### TRY IT
Using the data below, copy every line that contains the word "overflow".

### TASK DATA

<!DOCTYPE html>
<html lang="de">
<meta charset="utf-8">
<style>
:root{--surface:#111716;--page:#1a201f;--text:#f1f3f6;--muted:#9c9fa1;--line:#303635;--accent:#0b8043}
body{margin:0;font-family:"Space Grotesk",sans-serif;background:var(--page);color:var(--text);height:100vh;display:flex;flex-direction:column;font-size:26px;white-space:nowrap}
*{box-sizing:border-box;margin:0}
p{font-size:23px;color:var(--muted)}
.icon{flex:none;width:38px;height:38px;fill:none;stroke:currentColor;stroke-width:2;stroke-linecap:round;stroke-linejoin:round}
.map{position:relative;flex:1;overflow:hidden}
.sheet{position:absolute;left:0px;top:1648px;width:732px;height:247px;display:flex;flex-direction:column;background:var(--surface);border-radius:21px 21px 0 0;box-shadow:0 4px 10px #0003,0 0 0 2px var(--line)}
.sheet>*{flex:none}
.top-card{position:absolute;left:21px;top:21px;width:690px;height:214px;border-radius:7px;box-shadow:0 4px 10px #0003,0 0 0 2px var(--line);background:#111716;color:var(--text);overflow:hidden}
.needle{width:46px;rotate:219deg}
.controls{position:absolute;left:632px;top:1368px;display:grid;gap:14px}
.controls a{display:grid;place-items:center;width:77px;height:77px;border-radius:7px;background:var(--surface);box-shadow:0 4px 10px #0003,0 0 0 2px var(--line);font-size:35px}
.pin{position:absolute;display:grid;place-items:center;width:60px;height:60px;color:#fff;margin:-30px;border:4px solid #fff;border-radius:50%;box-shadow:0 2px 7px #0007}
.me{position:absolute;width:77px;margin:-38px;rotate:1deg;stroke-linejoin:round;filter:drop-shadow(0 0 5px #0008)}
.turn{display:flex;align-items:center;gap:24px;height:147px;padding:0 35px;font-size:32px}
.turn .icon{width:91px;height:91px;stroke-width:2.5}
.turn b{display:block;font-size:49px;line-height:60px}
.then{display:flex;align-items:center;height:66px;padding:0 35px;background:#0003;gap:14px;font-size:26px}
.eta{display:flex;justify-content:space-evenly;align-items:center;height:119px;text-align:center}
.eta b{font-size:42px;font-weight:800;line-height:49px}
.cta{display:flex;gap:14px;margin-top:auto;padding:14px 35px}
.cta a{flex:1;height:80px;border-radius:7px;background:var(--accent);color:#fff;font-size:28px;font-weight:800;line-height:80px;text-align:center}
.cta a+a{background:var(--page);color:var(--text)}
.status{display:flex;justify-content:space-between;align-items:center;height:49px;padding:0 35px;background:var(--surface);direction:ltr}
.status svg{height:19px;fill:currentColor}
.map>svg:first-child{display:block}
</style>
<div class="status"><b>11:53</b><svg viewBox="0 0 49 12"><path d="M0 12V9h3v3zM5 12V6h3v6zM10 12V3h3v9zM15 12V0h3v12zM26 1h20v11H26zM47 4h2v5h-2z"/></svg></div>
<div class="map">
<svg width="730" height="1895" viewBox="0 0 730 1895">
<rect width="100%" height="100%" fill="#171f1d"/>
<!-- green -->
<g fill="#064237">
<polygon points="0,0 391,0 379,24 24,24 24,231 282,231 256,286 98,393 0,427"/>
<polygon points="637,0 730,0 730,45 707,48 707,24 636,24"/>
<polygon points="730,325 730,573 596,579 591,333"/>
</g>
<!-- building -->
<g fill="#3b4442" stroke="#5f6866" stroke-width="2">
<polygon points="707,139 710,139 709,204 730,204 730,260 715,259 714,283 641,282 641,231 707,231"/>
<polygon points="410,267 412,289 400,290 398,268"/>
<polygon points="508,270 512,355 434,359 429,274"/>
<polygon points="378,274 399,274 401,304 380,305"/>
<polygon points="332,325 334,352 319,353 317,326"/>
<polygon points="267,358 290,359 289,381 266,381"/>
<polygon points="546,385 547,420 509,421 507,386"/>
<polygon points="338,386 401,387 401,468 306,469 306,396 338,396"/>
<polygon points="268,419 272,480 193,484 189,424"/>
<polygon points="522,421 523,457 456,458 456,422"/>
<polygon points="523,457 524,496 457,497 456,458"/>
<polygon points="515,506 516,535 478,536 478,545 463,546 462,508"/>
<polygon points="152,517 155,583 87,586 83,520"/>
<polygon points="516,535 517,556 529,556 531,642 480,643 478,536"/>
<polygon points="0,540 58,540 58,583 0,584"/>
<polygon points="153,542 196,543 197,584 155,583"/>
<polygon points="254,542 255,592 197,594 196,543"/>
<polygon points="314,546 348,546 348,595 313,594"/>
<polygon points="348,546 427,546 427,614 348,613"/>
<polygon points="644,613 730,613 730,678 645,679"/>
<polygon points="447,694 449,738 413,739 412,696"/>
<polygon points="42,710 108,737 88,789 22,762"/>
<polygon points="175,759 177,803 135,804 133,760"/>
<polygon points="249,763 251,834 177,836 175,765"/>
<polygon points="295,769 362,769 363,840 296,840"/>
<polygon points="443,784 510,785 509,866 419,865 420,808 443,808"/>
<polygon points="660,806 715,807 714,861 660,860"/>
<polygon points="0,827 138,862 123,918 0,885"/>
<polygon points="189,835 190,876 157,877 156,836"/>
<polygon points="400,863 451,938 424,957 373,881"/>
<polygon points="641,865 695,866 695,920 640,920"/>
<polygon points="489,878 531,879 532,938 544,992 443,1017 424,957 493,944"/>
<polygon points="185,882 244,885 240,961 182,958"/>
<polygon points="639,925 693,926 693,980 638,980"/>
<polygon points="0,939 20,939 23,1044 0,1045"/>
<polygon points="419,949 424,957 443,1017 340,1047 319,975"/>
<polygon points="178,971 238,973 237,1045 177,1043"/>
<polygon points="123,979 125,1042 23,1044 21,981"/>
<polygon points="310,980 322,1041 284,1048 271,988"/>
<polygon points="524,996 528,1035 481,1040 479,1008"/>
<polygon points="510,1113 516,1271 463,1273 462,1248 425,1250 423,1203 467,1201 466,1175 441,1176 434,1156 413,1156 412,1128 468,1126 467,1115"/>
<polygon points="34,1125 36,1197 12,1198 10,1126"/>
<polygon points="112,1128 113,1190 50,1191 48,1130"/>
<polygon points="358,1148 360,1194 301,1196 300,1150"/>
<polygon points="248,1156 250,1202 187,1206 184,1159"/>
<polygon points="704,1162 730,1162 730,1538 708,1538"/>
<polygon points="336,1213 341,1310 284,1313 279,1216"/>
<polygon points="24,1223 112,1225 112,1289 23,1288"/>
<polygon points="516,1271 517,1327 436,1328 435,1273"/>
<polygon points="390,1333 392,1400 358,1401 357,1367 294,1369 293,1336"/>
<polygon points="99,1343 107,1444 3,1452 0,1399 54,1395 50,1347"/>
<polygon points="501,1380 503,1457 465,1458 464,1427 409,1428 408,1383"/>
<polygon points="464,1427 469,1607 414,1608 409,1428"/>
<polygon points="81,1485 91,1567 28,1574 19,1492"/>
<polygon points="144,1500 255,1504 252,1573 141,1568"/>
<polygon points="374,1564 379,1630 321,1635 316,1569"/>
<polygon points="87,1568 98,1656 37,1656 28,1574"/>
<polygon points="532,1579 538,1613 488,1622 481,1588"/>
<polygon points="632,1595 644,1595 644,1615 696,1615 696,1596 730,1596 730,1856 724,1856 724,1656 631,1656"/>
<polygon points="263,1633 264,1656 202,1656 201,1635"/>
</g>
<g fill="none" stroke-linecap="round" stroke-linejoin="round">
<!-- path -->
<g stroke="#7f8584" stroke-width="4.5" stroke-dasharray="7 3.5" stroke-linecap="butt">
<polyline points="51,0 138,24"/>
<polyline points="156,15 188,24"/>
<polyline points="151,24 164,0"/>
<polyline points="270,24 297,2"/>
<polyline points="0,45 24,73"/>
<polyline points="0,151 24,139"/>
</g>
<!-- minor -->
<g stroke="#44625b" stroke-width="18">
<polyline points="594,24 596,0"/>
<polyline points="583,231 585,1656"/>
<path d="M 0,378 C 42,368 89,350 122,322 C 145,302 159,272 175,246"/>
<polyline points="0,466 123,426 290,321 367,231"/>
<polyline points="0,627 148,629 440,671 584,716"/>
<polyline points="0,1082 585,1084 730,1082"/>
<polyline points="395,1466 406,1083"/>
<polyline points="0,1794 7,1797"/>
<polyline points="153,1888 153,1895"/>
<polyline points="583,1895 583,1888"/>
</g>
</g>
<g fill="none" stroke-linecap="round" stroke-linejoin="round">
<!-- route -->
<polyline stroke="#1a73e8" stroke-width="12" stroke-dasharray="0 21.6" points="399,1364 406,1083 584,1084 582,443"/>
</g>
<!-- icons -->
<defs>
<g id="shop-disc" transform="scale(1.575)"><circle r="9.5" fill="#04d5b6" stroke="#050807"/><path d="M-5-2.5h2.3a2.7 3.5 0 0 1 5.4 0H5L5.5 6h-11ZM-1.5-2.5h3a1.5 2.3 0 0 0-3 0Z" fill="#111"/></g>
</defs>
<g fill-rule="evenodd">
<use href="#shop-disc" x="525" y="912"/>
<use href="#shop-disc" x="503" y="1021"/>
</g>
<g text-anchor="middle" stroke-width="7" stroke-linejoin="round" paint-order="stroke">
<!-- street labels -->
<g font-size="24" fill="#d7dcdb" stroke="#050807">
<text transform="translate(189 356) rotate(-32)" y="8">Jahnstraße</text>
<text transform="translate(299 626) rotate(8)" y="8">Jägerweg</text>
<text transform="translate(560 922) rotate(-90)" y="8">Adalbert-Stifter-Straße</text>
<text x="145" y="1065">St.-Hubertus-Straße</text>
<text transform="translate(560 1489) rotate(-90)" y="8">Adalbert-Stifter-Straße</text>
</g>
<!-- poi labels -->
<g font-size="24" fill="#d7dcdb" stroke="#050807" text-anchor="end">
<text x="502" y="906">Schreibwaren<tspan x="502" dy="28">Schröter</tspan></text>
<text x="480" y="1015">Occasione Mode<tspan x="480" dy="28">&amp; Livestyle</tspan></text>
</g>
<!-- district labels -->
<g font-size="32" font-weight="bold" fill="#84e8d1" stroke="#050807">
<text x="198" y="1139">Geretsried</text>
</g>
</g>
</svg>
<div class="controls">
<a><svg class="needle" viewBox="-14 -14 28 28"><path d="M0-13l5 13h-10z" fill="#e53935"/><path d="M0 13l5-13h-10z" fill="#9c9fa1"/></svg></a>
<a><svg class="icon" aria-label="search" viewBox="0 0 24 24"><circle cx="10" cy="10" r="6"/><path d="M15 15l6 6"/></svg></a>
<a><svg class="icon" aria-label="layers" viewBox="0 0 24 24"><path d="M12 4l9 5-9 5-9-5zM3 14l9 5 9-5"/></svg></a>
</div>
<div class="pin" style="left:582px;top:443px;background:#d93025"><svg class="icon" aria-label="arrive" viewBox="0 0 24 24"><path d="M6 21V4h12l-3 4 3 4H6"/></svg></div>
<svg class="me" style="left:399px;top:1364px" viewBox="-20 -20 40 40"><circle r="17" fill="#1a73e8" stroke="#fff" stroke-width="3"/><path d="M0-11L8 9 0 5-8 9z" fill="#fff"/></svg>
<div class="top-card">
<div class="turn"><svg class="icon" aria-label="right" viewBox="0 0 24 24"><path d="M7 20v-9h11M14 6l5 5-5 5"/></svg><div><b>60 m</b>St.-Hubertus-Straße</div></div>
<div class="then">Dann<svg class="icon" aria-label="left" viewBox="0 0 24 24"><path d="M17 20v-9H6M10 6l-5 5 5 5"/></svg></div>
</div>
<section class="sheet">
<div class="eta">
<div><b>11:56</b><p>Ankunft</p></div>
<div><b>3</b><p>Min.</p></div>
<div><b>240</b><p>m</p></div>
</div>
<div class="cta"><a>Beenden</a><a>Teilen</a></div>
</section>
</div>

### SOLUTION FOR THIS PROBLEM
.map{position:relative;flex:1;overflow:hidden}
.top-card{position:absolute;left:21px;top:21px;width:690px;height:214px;border-radius:7px;box-shadow:0 4px 10px #0003,0 0 0 2px var(--line);background:#111716;color:var(--text);overflow:hidden}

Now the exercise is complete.